* [Source material]

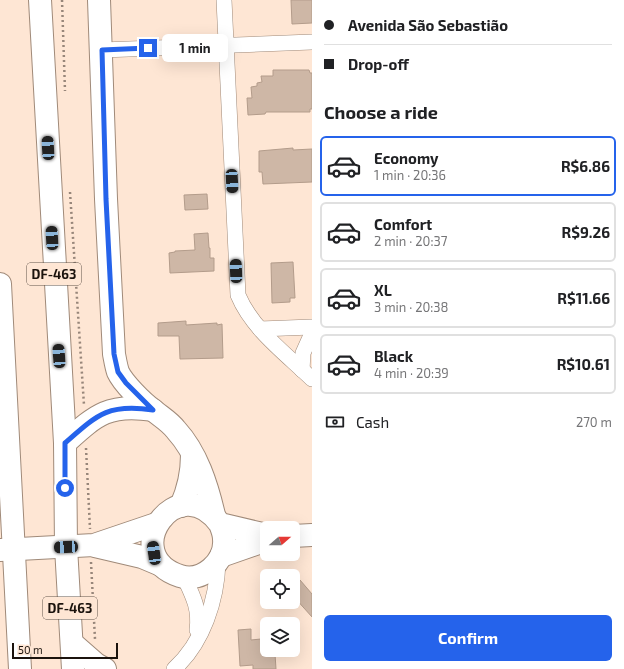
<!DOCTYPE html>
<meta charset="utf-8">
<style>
:root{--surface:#fff;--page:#f6f6f6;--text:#202124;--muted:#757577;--line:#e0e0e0;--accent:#2563eb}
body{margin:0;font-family:"Exo 2",sans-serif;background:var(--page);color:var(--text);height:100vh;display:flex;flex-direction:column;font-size:15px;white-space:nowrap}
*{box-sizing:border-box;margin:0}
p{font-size:13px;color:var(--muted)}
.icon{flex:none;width:22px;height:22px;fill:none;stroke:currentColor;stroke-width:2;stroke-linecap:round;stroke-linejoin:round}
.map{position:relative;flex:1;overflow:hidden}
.sheet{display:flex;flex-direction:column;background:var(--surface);width:312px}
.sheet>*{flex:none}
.guide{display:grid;align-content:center;height:88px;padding:0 12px;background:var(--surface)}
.needle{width:26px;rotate:70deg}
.tools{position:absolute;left:260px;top:521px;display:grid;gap:8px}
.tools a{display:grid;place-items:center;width:40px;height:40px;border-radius:6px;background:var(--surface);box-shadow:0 4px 16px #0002;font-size:20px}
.scale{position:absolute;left:12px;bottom:10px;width:106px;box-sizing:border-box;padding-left:4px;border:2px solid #1b130d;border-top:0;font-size:11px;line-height:14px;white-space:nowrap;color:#1b130d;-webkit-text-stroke:3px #fee6d4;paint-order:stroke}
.end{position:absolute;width:18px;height:18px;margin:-9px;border:5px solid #2563eb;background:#fff;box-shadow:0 0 0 2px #fff}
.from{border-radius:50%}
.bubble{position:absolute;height:28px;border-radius:6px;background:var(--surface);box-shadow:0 4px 16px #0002;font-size:13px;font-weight:700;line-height:28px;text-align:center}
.car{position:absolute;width:12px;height:24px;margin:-12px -6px;border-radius:5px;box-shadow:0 0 3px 1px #0007;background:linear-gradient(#222 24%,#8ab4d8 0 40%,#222 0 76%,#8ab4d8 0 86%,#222 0)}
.guide b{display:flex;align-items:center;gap:14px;height:38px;font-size:15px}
.guide b+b{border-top:1px solid var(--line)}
.guide i{width:10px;height:10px;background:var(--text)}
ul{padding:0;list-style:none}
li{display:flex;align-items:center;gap:12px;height:60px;margin:0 8px 6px;padding:0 4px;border:2px solid var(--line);border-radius:6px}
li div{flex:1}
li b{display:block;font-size:15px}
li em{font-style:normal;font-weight:700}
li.selected{border-color:var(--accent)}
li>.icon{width:36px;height:36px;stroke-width:1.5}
h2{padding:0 12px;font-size:18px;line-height:48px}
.pay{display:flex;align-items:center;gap:10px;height:44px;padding:0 12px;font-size:15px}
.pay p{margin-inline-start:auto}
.button{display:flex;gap:8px;margin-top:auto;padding:8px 12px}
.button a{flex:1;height:46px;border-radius:6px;background:var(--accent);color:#fff;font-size:16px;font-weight:700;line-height:46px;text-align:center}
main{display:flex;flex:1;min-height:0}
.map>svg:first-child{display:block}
.building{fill:#ceb7a6;stroke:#b39c8b}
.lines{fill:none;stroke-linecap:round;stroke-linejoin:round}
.street-casing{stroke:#a08a79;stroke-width:16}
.secondary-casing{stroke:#a08a79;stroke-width:24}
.primary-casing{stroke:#a08a79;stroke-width:24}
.path{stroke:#97867a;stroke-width:2.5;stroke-dasharray:2 3;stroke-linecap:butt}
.street{stroke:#fff;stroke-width:15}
.secondary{stroke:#fff;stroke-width:22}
.primary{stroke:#fff;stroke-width:22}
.route{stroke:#2563eb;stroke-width:5}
.labels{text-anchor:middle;stroke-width:4;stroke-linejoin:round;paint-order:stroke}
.shield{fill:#fee6d4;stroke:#5f5249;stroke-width:1}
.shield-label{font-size:13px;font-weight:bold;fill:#1b130d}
</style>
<main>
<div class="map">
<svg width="312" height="669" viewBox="0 0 312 669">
<rect width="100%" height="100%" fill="#fee6d4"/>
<g class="building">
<polygon points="291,0 312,0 312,23 292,24"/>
<polygon points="273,70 309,70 310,73 312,73 312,109 310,109 310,112 266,112 265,114 248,115 247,98 252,98 251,87 257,86 257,83 262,82 261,76 273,76"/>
<polygon points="293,148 293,150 312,149 312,182 263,184 262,172 259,172 259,151"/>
<polygon points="207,194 208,209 185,210 184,195"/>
<polygon points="208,233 209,248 210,248 210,258 214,258 214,271 170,273 169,253 175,252 175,251 195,250 194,234"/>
<polygon points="293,262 295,298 290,298 290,302 272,303 271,263"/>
<polygon points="186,321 186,325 217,323 217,325 222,324 223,358 180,359 179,336 158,336 158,323"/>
<polygon points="300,580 312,594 312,617 295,598"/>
<polygon points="251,629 251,640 261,639 261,646 266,645 266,655 275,654 276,669 253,669 253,665 240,666 238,630"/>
</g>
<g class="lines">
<defs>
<g id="street">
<path d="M224,0L238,295C252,329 286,354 312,379"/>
<polyline points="102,50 312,42"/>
<polyline points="260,329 312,327"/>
<polyline points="302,370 303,353 312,333"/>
<path d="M184,577C193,596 200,609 197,630"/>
<path d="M174,669C203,643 217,600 218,562"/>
</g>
<g id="secondary">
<path d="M99,0L106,199L114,354C115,359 116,366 118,372C123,383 143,403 153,410C161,417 169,421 176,430C197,453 207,485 214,515"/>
<path d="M181,506C189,488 192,474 192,455"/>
<path d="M220,524C222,529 224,534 224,539C226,562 202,583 180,576C116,555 178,466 220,524L267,535"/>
<polyline points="293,536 312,535"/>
<polyline points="95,546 142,557 161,565"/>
<polyline points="0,550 94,545 156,524"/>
<polyline points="221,556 267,540"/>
</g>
<g id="primary">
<polyline points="40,0 65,443 66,547 73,669"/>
<polyline points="0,284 20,669"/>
<path d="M65,443C96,415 108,403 153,410"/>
<polyline points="72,643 96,664 105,669"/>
</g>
</defs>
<use href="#street" class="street-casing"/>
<use href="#secondary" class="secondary-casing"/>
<use href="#primary" class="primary-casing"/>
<g class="path">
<polyline points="62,0 65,91"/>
<polyline points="70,192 84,405"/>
<polyline points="86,448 90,529"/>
<polyline points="91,562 95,639"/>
</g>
<use href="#street" class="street"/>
<use href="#secondary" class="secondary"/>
<use href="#primary" class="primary"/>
</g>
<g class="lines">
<path class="route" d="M65,488V443C97,415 108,403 153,410L126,383L118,372L114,354L106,199L102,50L148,48"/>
</g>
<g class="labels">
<g class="shield">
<rect x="27" y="263" width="54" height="22" rx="3"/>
<rect x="43" y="597" width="54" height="22" rx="3"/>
</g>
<g class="shield-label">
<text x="54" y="279">DF-463</text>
<text x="70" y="613">DF-463</text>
</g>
</g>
</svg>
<div class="tools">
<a><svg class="needle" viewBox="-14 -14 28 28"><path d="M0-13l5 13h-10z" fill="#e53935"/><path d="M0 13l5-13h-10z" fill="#757577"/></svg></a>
<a><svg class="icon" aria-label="locate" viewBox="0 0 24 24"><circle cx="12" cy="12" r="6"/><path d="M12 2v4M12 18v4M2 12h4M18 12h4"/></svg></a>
<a><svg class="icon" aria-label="layers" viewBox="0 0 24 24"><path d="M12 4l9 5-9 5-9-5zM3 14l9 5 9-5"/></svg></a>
</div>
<div class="scale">50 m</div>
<i class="end from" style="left:65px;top:488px"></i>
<i class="end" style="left:148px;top:48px"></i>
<div class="bubble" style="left:162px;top:34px;width:66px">1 min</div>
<i class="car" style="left:48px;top:148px;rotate:357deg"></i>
<i class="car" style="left:232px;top:181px;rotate:177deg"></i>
<i class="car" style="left:52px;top:238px;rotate:357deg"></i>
<i class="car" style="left:236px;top:271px;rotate:358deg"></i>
<i class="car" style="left:59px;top:356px;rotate:356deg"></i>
<i class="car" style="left:66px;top:547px;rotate:267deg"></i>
<i class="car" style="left:154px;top:553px;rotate:352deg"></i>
</div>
<section class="sheet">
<div class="guide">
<b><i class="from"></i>Avenida São Sebastião</b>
<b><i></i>Drop-off</b>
</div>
<h2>Choose a ride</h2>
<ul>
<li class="selected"><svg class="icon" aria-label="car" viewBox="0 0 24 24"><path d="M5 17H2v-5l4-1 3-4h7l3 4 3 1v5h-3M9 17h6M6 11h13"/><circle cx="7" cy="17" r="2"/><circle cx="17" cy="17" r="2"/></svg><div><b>Economy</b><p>1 min · 20:36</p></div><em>R$6.86</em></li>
<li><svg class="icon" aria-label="car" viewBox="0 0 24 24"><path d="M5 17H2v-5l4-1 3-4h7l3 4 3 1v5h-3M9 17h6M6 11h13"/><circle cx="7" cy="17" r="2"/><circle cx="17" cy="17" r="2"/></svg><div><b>Comfort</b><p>2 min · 20:37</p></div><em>R$9.26</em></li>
<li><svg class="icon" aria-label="car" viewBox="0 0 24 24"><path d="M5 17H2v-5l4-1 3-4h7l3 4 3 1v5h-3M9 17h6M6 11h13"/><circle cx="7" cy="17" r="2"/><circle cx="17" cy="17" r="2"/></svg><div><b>XL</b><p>3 min · 20:38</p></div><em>R$11.66</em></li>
<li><svg class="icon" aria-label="car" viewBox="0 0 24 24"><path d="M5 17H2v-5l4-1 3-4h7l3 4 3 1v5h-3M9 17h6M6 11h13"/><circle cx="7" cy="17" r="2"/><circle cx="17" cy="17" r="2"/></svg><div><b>Black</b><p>4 min · 20:39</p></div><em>R$10.61</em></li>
</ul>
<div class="pay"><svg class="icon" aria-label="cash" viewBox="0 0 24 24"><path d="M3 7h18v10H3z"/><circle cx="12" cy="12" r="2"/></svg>Cash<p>270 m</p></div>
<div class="button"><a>Confirm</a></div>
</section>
</main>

* [Problem requirements]
Extract, from the material above, each line holding the word "none".

* [Written solution]
.icon{flex:none;width:22px;height:22px;fill:none;stroke:currentColor;stroke-width:2;stroke-linecap:round;stroke-linejoin:round}
.sheet>*{flex:none}
ul{padding:0;list-style:none}
.lines{fill:none;stroke-linecap:round;stroke-linejoin:round}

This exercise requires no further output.